Nestled in northern Oaxaca near the border of Puebla sit the majestic Sierra Mazateca Mountains. Sparsely inhabited predominantly by descendants of the Mazateco, this lush and cool tropical environment is ideal for growing coffee, fruit, and sugarcane. Remnants of the once-strong Mexican sugar industry, the sugarcane is used to make panela and is also commonly pressed, fermented, and distilled to make the aguardiente de caña (rum).
Roughly 40 minutes east of Hautla de Jimenez, tucked within the steep, misty river canyons below the community of Rio Tuerto is the distillery, or trapiche, of Jose Luis Carrera, producer for Paranubes. Jose Luis’ family has been making aguardiente for at least 3 generations, with his father and grandfather teaching him the trade at a very young age. For the past 35 years, he has been producing this rich, fragrant spirit as one of many means to provide for his family and we are honored to be working with him.
In addition to fruit and four heirloom coffee varieties, Jose Luis grows four different types of sugar cane on his 14 hectares: Caña Dulce, Caña Morada/Negra, Caña Dura, and Caña Amarilla/Criolla. His aguardiente batches are made from predominantly Caña Criolla, but inevitably have a blend of different cane types. The cane is grown organically and harvested annually. One hectare provides enough cane to produce about 2,500 liters annually. When the cane is mature and ready for harvest it is cut and cleaned in the field and often carried to the road by burro. The cane is then driven to the trapiche, crushed by a mechanical press and the pulp filtered out, leaving 100% pure cane juice.
That juice is gravity-fed to one of two, 1,100-liter fermentation vats or tinas made out of pine wood. One of the most interesting things about Jose Luis’ method is that he only distills half of a single fermentation vat every morning and refills it that afternoon. Because the liquid that was left in the tina was still actively fermenting, the new liquid is inoculated by the remaining tepache (must) and the fermentation in the tina never stops. As such, he maintains a rolling fermentation and only empties it every four months! No water, yeast or additives are put into the liquid with the exception mezquite. When Jose Luis begins a new fermentation batch, he boils two handfuls of mesquite bark in water and pitches the mixture into the fermentation vat, utilizing the enzymes released into the tincture to help the fermentation. These trees are often up to 40 years old and have extremely hard cores used for construction. The bark is added only when beginning the fermentation process and never removed. If no bark is immediately available, Jose Luis sometimes adds the skin from two pineapples in the same manner.

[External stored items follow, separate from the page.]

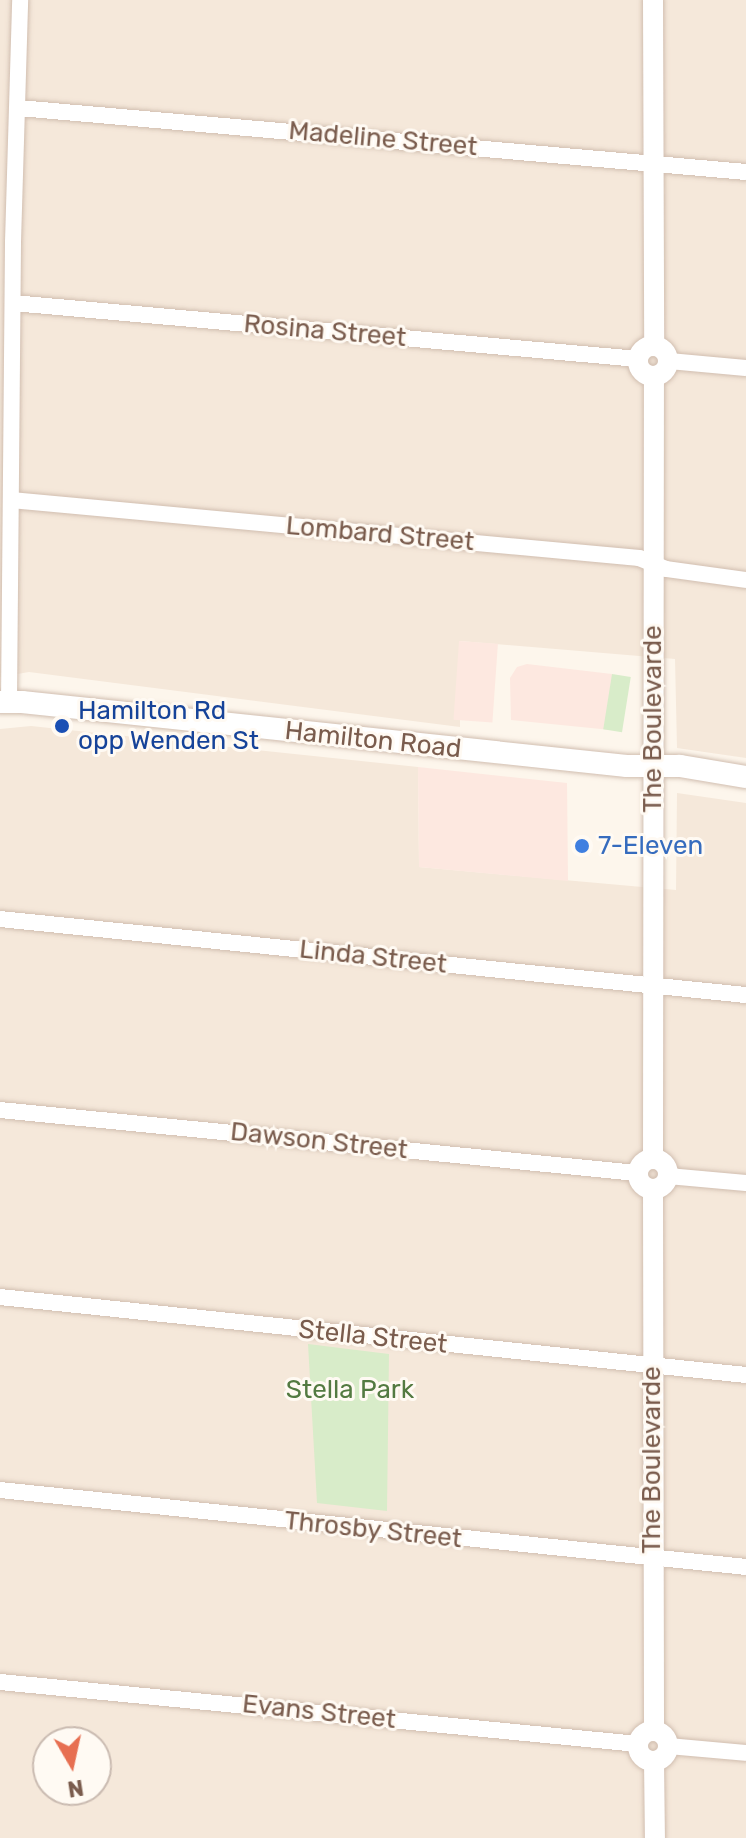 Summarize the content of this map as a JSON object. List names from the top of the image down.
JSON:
{
  "streets": {
    "main road": ["Hamilton Road"],
    "street": [
      "Madeline Street",
      "Rosina Street",
      "Lombard Street",
      "The Boulevarde",
      "Linda Street",
      "Dawson Street",
      "Stella Street",
      "Throsby Street",
      "Evans Street"
    ]
  },
  "crossings": [
    ["Lombard Street", "The Boulevarde"],
    ["The Boulevarde", "Hamilton Road"],
    ["The Boulevarde", "Linda Street"],
    ["The Boulevarde", "Dawson Street"],
    ["The Boulevarde", "Stella Street"],
    ["The Boulevarde", "Throsby Street"],
    ["The Boulevarde", "Evans Street"]
  ],
  "parks": ["Stella Park"],
  "places": ["Hamilton Rd opp Wenden St", "7-Eleven"],
  "north": "bottom"
} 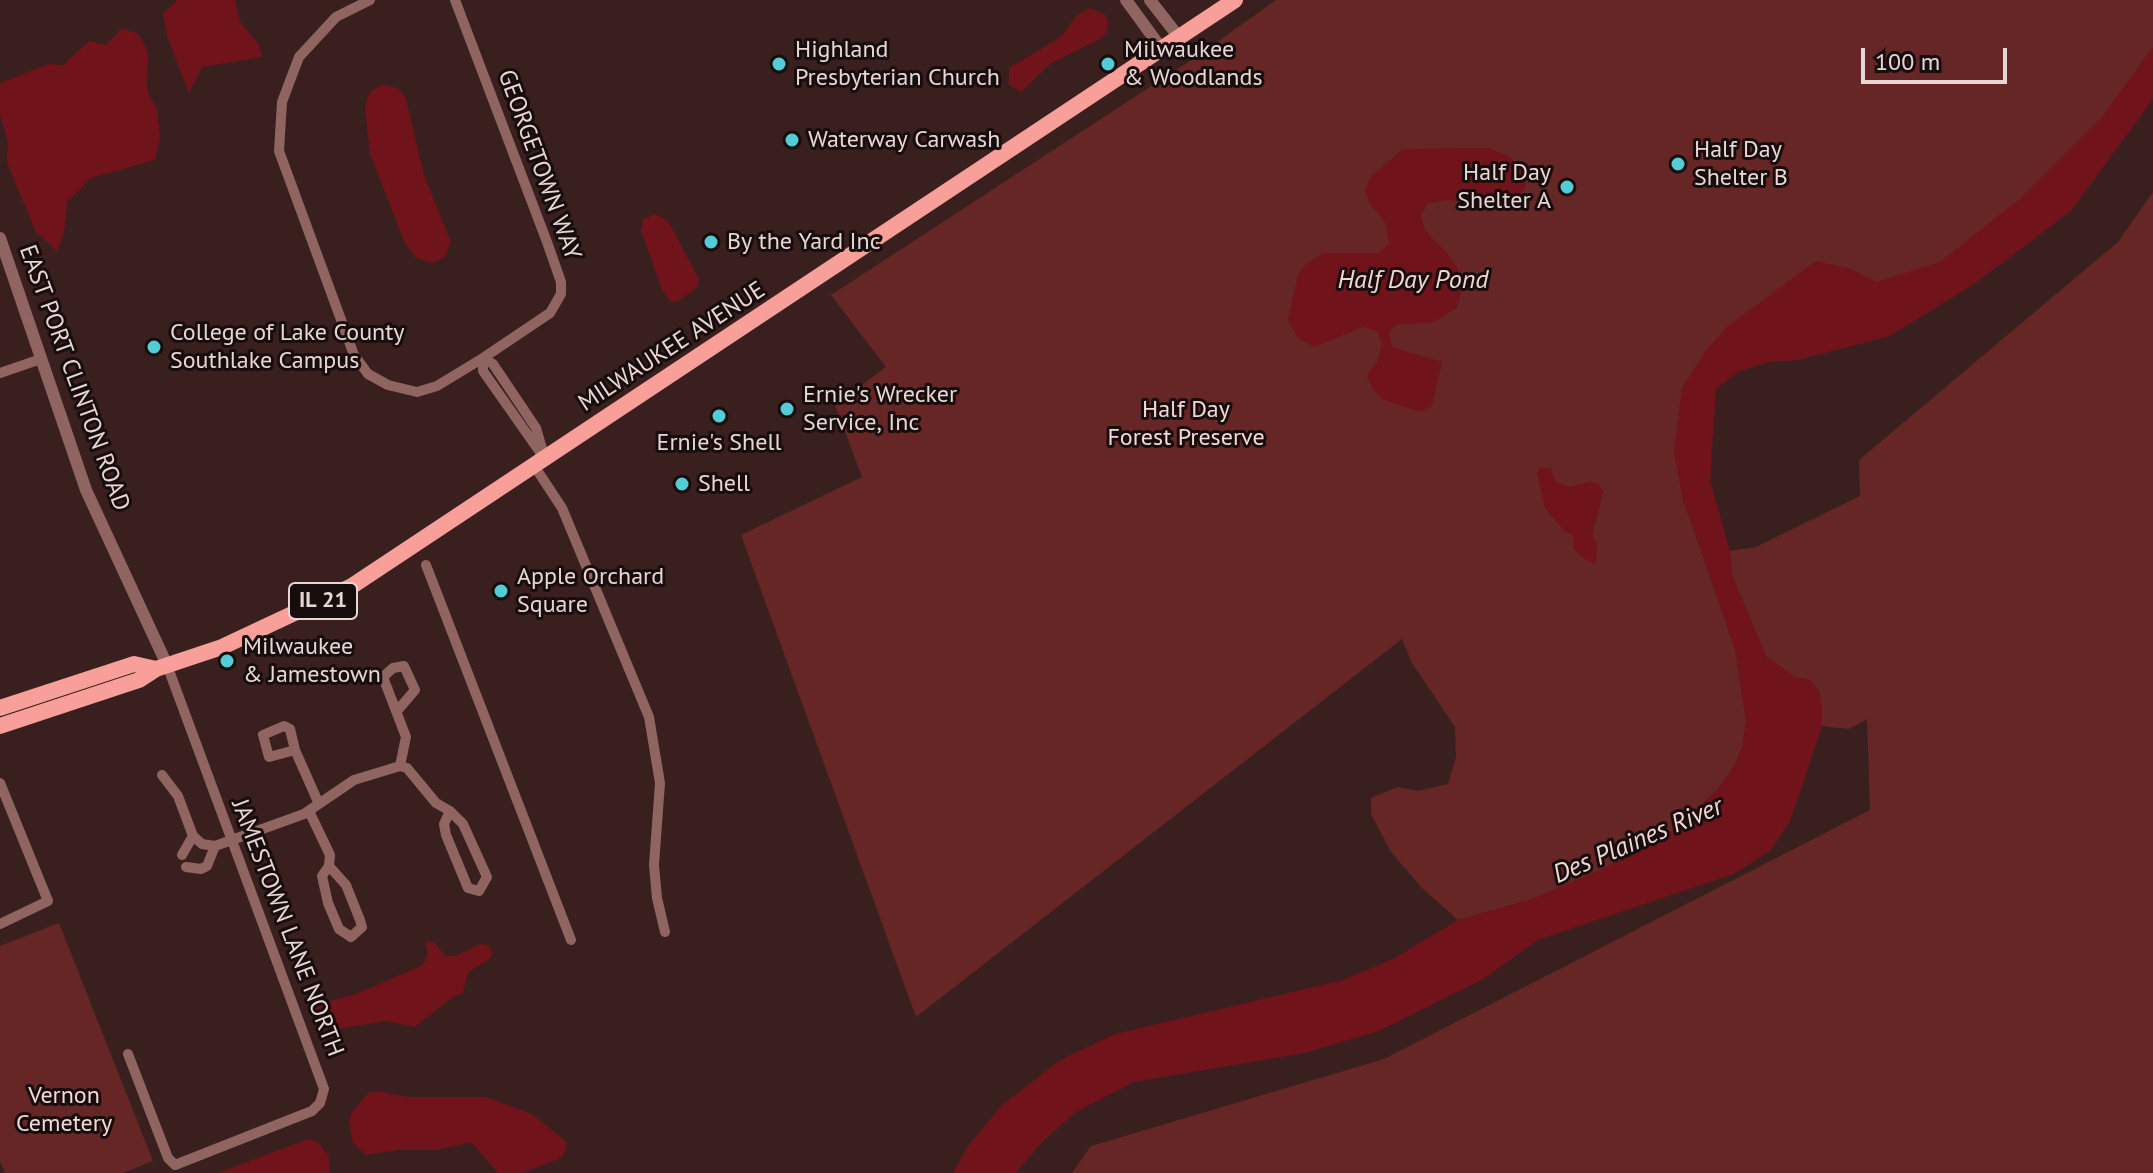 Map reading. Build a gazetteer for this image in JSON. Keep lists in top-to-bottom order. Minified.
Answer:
{"streets":{"main road":["MILWAUKEE AVENUE","IL 21"],"street":["GEORGETOWN WAY","EAST PORT CLINTON ROAD","JAMESTOWN LANE NORTH"]},"crossings":[["MILWAUKEE AVENUE","EAST PORT CLINTON ROAD"],["MILWAUKEE AVENUE","JAMESTOWN LANE NORTH"],["EAST PORT CLINTON ROAD","JAMESTOWN LANE NORTH"]],"water":["Half Day Pond","Des Plaines River"],"parks":["Half Day Forest Preserve","Vernon Cemetery"],"places":["Highland Presbyterian Church","Milwaukee & Woodlands","Waterway Carwash","Half Day Shelter B","Half Day Shelter A","By the Yard Inc","College of Lake County Southlake Campus","Ernie's Wrecker Service, Inc","Ernie's Shell","Shell","Apple Orchard Square","Milwaukee & Jamestown"],"scale_bar":"100 m"}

After a 48-hour fermentation period, the fermented cane juice is then fed into Jose Luis’ copper column still. The boiler pot of the still holds 550 liters of tepache and is buried underground for insulation directly above a fire that is fueled completely by spent cane fiber. There are no temperature gauges or controls, but rather distillation temperature is controlled by hand. As the tepache heats and steams through the still it passes through a series of six copper plates, condensing six times before leaving the column and passing into the condensing coil.
The initial distilled spirit (heads) comes off the still at about 86% ABV and continues until the aguardiente is falling at around 19% ABV. Unlike mezcal, the heads are not discarded, as they are not high in methanol due to the lack of chlorophyll in the fermentation. Jose Luis never adds any water to his distillate to lower the proof, preferring to blend higher and lower proof aguardiente. Jose Luis is careful not to distill too quickly for a balanced smooth taste. His rate of distillation is approximately 35 liters every two hours. He can produce up to 85 liters of aguardiente daily.